▶ **Your task**
Filter the records below, keeping only lines with the string "search".
Source data section start
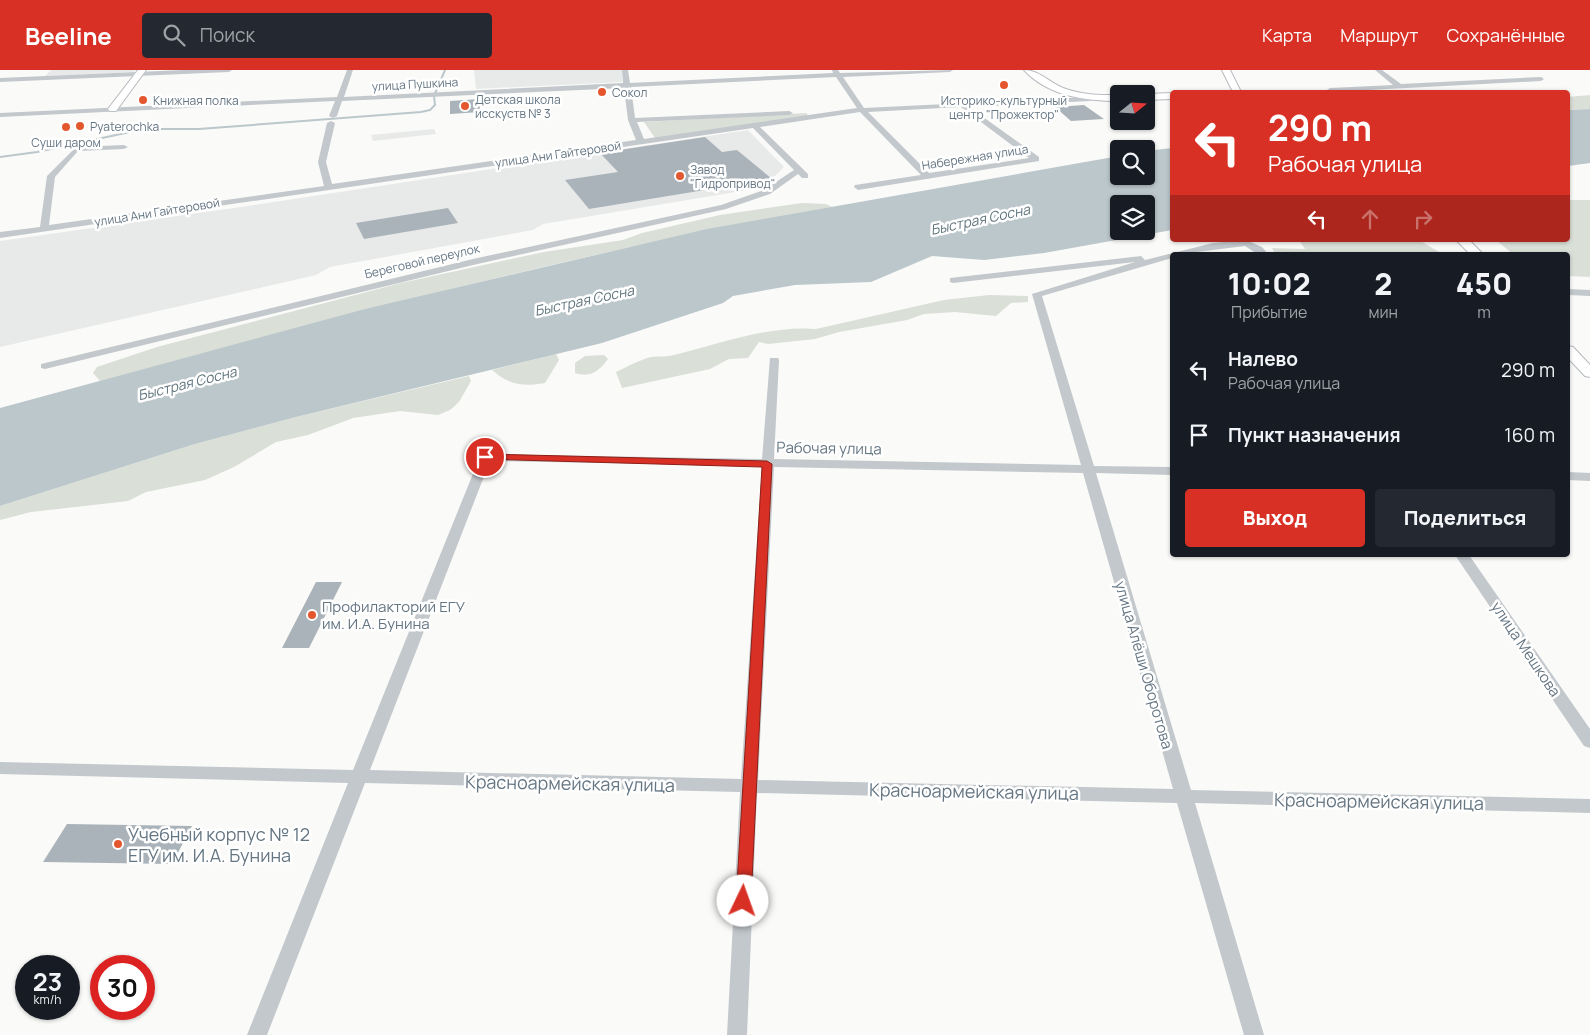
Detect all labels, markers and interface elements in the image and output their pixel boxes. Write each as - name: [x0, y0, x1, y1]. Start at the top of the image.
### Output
- search box: [142, 13, 492, 58]
- text: Beeline: [25, 19, 112, 52]
- icon: search: [160, 21, 188, 49]
- text: Поиск: [200, 22, 255, 48]
- text: Карта: [1262, 23, 1312, 47]
- text: Маршрут: [1340, 23, 1418, 47]
- text: Сохранённые: [1446, 23, 1565, 47]
- street label: улица Пушкина: [371, 73, 459, 95]
- marker: Историко-культурный центр "Прожектор": [998, 79, 1010, 91]
- place label: Сокол: [612, 84, 648, 101]
- north arrow: [1110, 85, 1155, 130]
- map controls: [1110, 85, 1155, 240]
- marker: Сокол: [596, 86, 608, 98]
- place label: Детская школа исскуств № 3: [475, 91, 561, 122]
- place label: Книжная полка: [153, 92, 239, 109]
- place label: Историко-культурный центр "Прожектор": [941, 92, 1067, 123]
- marker: Книжная полка: [137, 94, 149, 106]
- marker: Детская школа исскуств № 3: [459, 100, 471, 112]
- text: 290 m: [1268, 104, 1372, 152]
- icon: left: [1185, 110, 1250, 175]
- place label: Pyaterochka: [90, 118, 159, 135]
- marker: Pyaterochka: [74, 120, 86, 132]
- marker: Суши даром: [60, 121, 72, 133]
- place label: Суши даром: [31, 134, 101, 151]
- street label: улица Ани Гайтеровой: [494, 137, 622, 171]
- street label: Набережная улица: [920, 140, 1030, 174]
- button: search: [1110, 140, 1155, 185]
- text: Рабочая улица: [1268, 149, 1422, 179]
- place label: Завод "Гидропривод": [690, 161, 775, 192]
- marker: Завод "Гидропривод": [674, 170, 686, 182]
- street label: улица Ани Гайтеровой: [93, 194, 221, 230]
- button: layers: [1110, 195, 1155, 240]
- water label: Быстрая Сосна: [929, 199, 1033, 239]
- icon: left: [1303, 205, 1331, 233]
- icon: ahead: [1356, 205, 1384, 233]
- icon: right: [1409, 205, 1437, 233]
- street label: Береговой переулок: [363, 239, 482, 283]
- text: 10:02: [1228, 263, 1311, 304]
- text: 2: [1374, 263, 1392, 304]
- text: 450: [1456, 263, 1512, 304]
- water label: Быстрая Сосна: [533, 280, 637, 320]
- text: Прибытие: [1231, 301, 1307, 323]
- text: мин: [1368, 301, 1398, 323]
- text: m: [1477, 301, 1491, 323]
- text: Налево: [1228, 346, 1298, 372]
- icon: left: [1185, 356, 1213, 384]
- text: 290 m: [1501, 357, 1555, 383]
- water label: Быстрая Сосна: [136, 361, 240, 404]
- text: Рабочая улица: [1228, 372, 1340, 394]
- icon: arrive: [1185, 421, 1213, 449]
- text: Пункт назначения: [1228, 422, 1401, 448]
- text: 160 m: [1504, 422, 1555, 448]
- pin: [464, 436, 506, 478]
- street label: Рабочая улица: [776, 437, 882, 459]
- icon: arrive: [471, 443, 499, 471]
- button: Выход: [1185, 489, 1365, 547]
- button: Поделиться: [1375, 489, 1555, 547]
- street label: улица Алёши Оборотова: [1110, 579, 1178, 751]
- place label: Профилакторий ЕГУ им. И.А. Бунина: [322, 596, 466, 634]
- street label: улица Мешкова: [1486, 597, 1566, 701]
- marker: Профилакторий ЕГУ им. И.А. Бунина: [306, 609, 318, 621]
- street label: Красноармейская улица: [465, 769, 675, 797]
- street label: Красноармейская улица: [869, 777, 1079, 805]
- street label: Красноармейская улица: [1274, 787, 1484, 815]
- place label: Учебный корпус № 12 ЕГУ им. И.А. Бунина: [128, 822, 310, 867]
- marker: Учебный корпус № 12 ЕГУ им. И.А. Бунина: [112, 838, 124, 850]
- position arrow: [716, 874, 768, 926]
- speed limit sign: 30: [90, 955, 155, 1020]
- text: 23: [33, 964, 62, 999]
- text: km/h: [34, 991, 61, 1008]

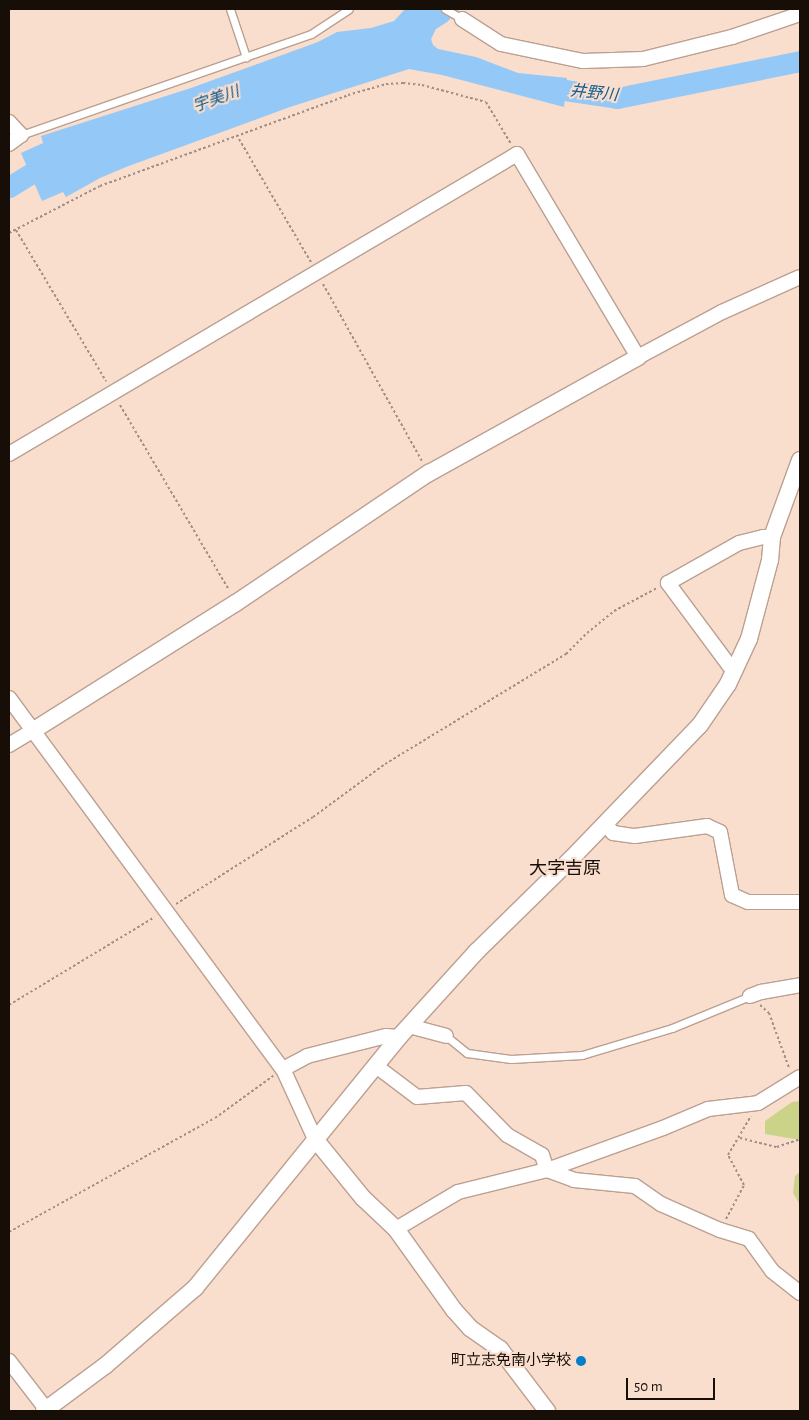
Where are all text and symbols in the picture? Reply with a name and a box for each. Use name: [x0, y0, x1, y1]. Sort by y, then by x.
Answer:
water label: 井野川: [569, 81, 619, 105]
water label: 宇美川: [190, 82, 242, 116]
district label: 大字吉原: [529, 858, 601, 880]
place label: 町立志免南小学校: [451, 1352, 571, 1370]
marker: 町立志免南小学校: [575, 1355, 587, 1367]
scale bar: [629, 1368, 718, 1400]
text: 50 m: [634, 1379, 663, 1394]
Source data section end
▶ **Answer**
- search box: [142, 13, 492, 58]
- icon: search: [160, 21, 188, 49]
- button: search: [1110, 140, 1155, 185]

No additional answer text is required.